# Dataset records
● ● ● ● ●

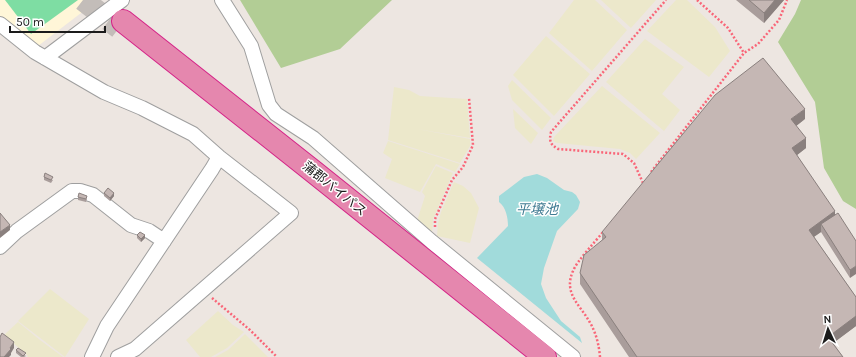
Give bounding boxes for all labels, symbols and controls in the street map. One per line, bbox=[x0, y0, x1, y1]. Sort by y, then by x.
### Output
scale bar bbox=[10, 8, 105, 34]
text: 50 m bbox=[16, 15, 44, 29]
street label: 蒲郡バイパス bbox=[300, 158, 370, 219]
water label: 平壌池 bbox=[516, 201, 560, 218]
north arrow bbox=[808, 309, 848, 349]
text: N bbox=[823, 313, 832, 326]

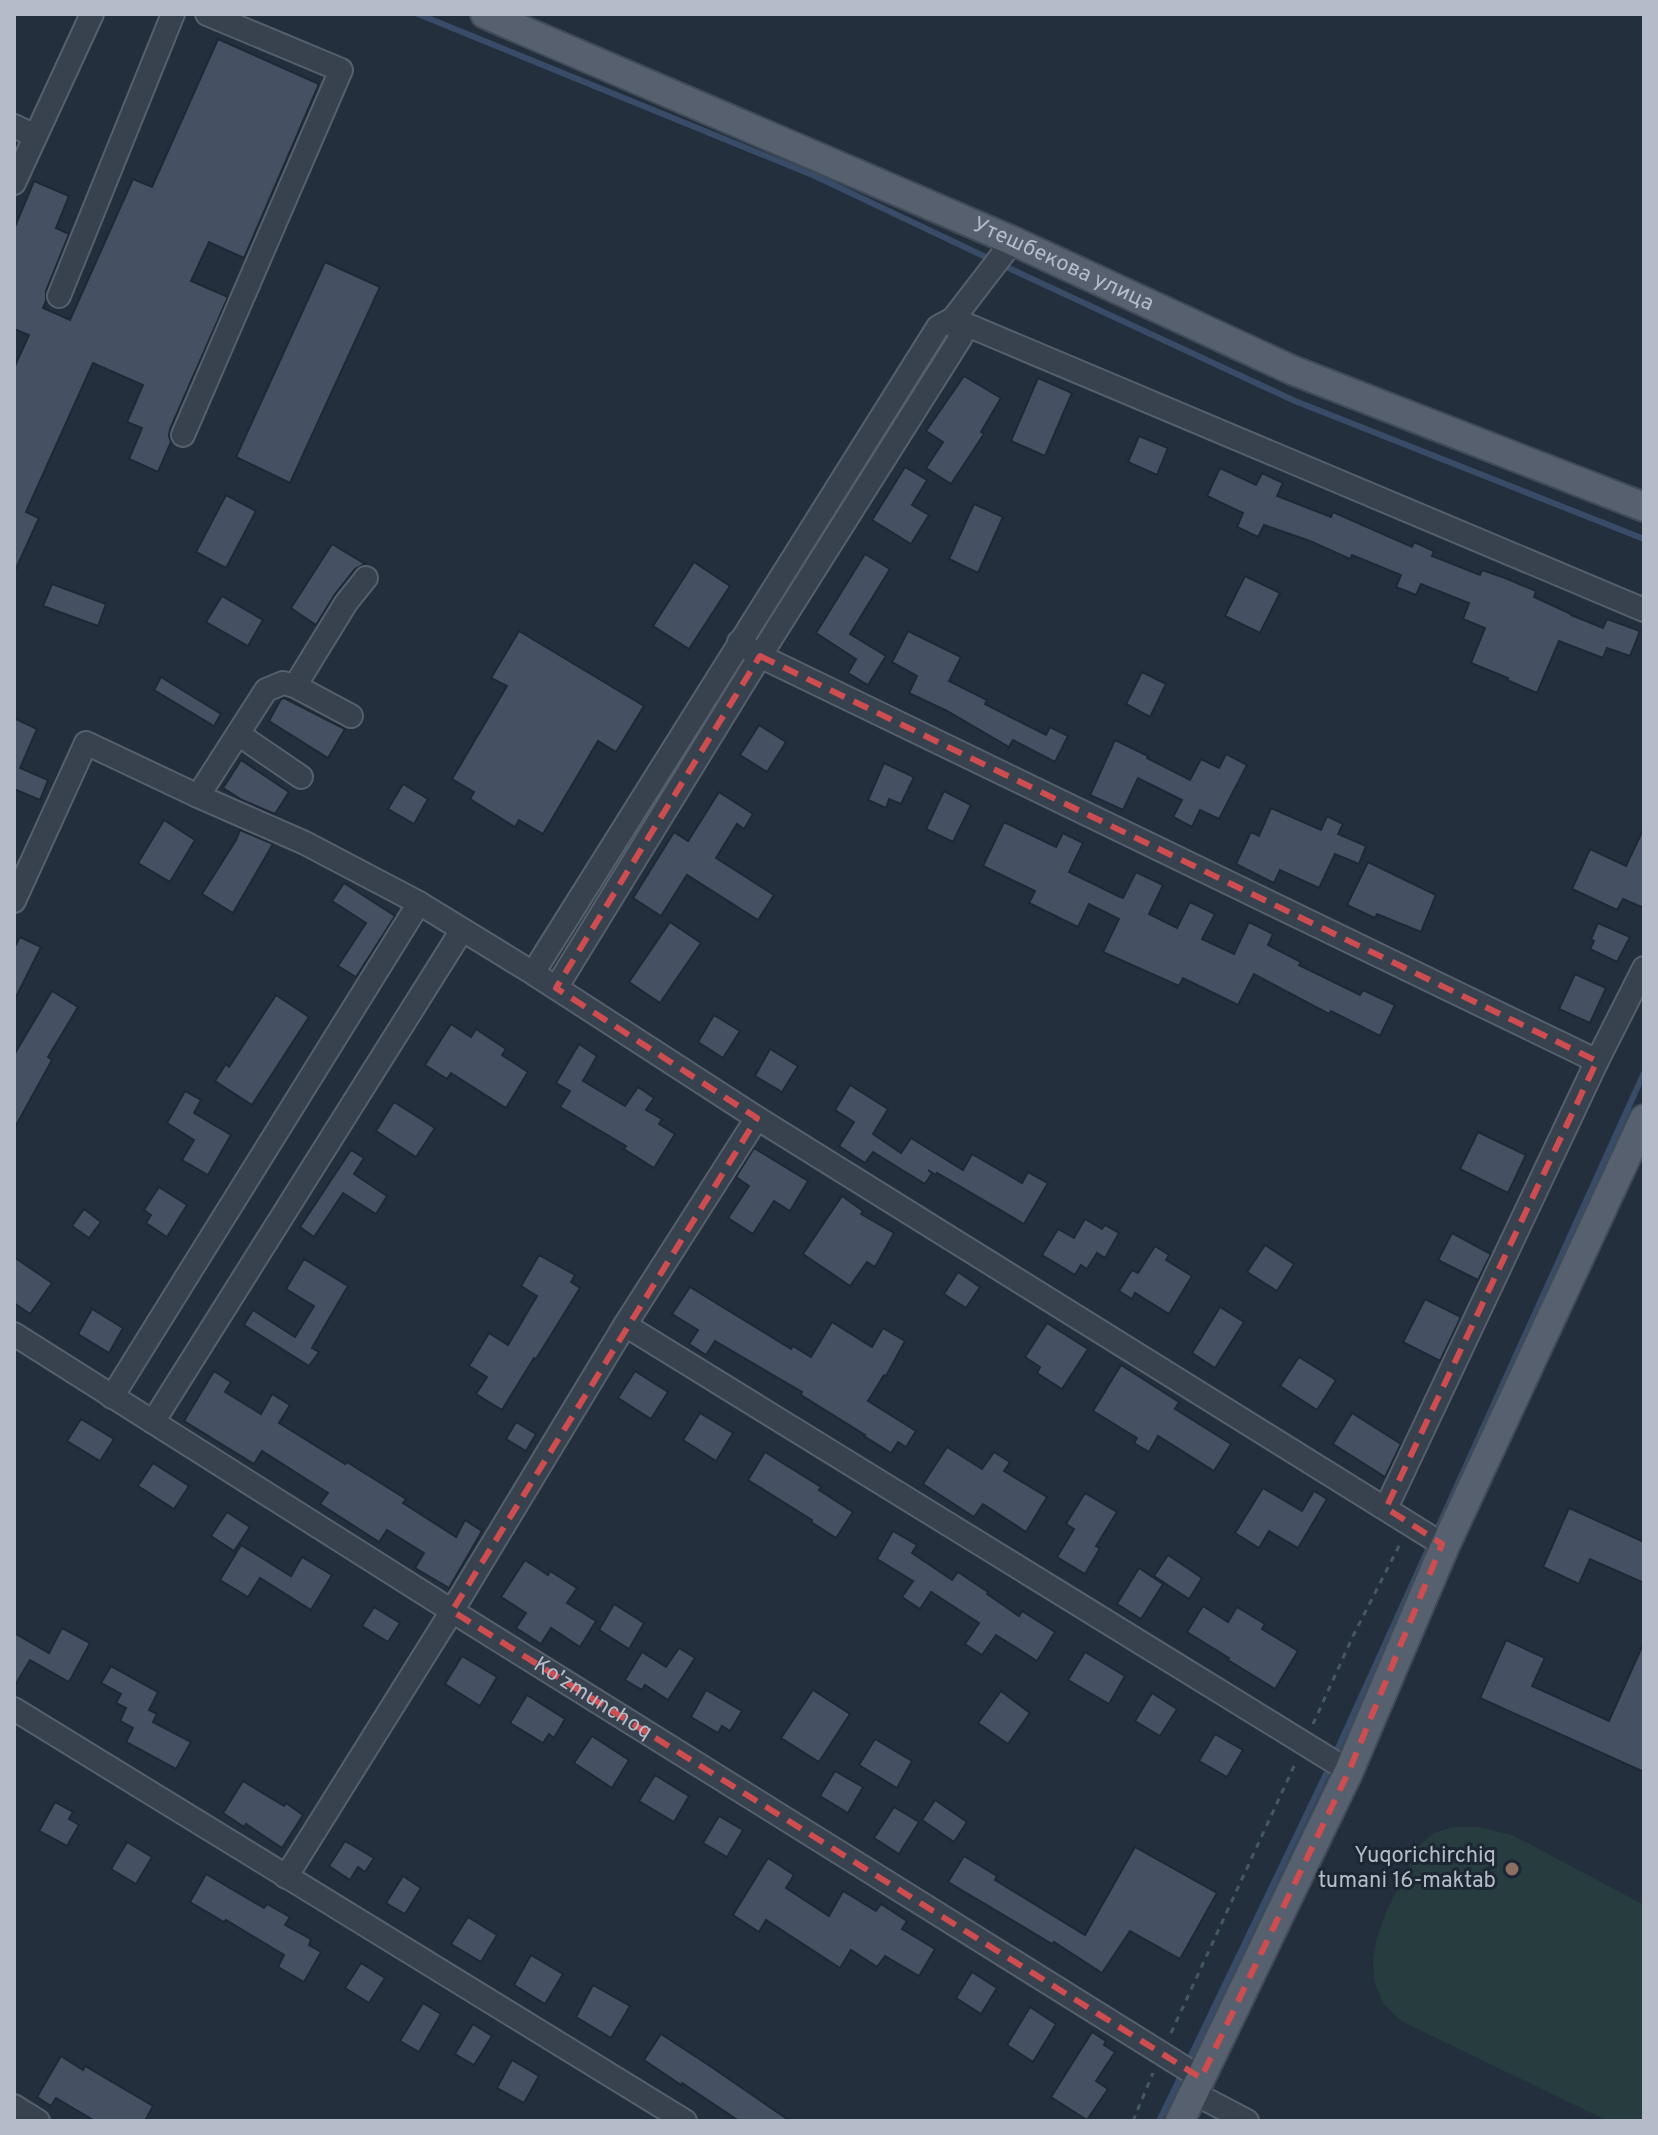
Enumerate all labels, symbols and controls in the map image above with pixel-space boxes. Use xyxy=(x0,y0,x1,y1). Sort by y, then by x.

● ● ● ● ●

# What to work on
Only lines holding the word "symbols" belong in the answer; copy all of them from the records.

# Answer space
Give bounding boxes for all labels, symbols and controls in the street map. One per line, bbox=[x0, y0, x1, y1]. Sort by y, then by x.
Enumerate all labels, symbols and controls in the map image above with pixel-space boxes. Use xyxy=(x0,y0,x1,y1). Sort by y, then by x.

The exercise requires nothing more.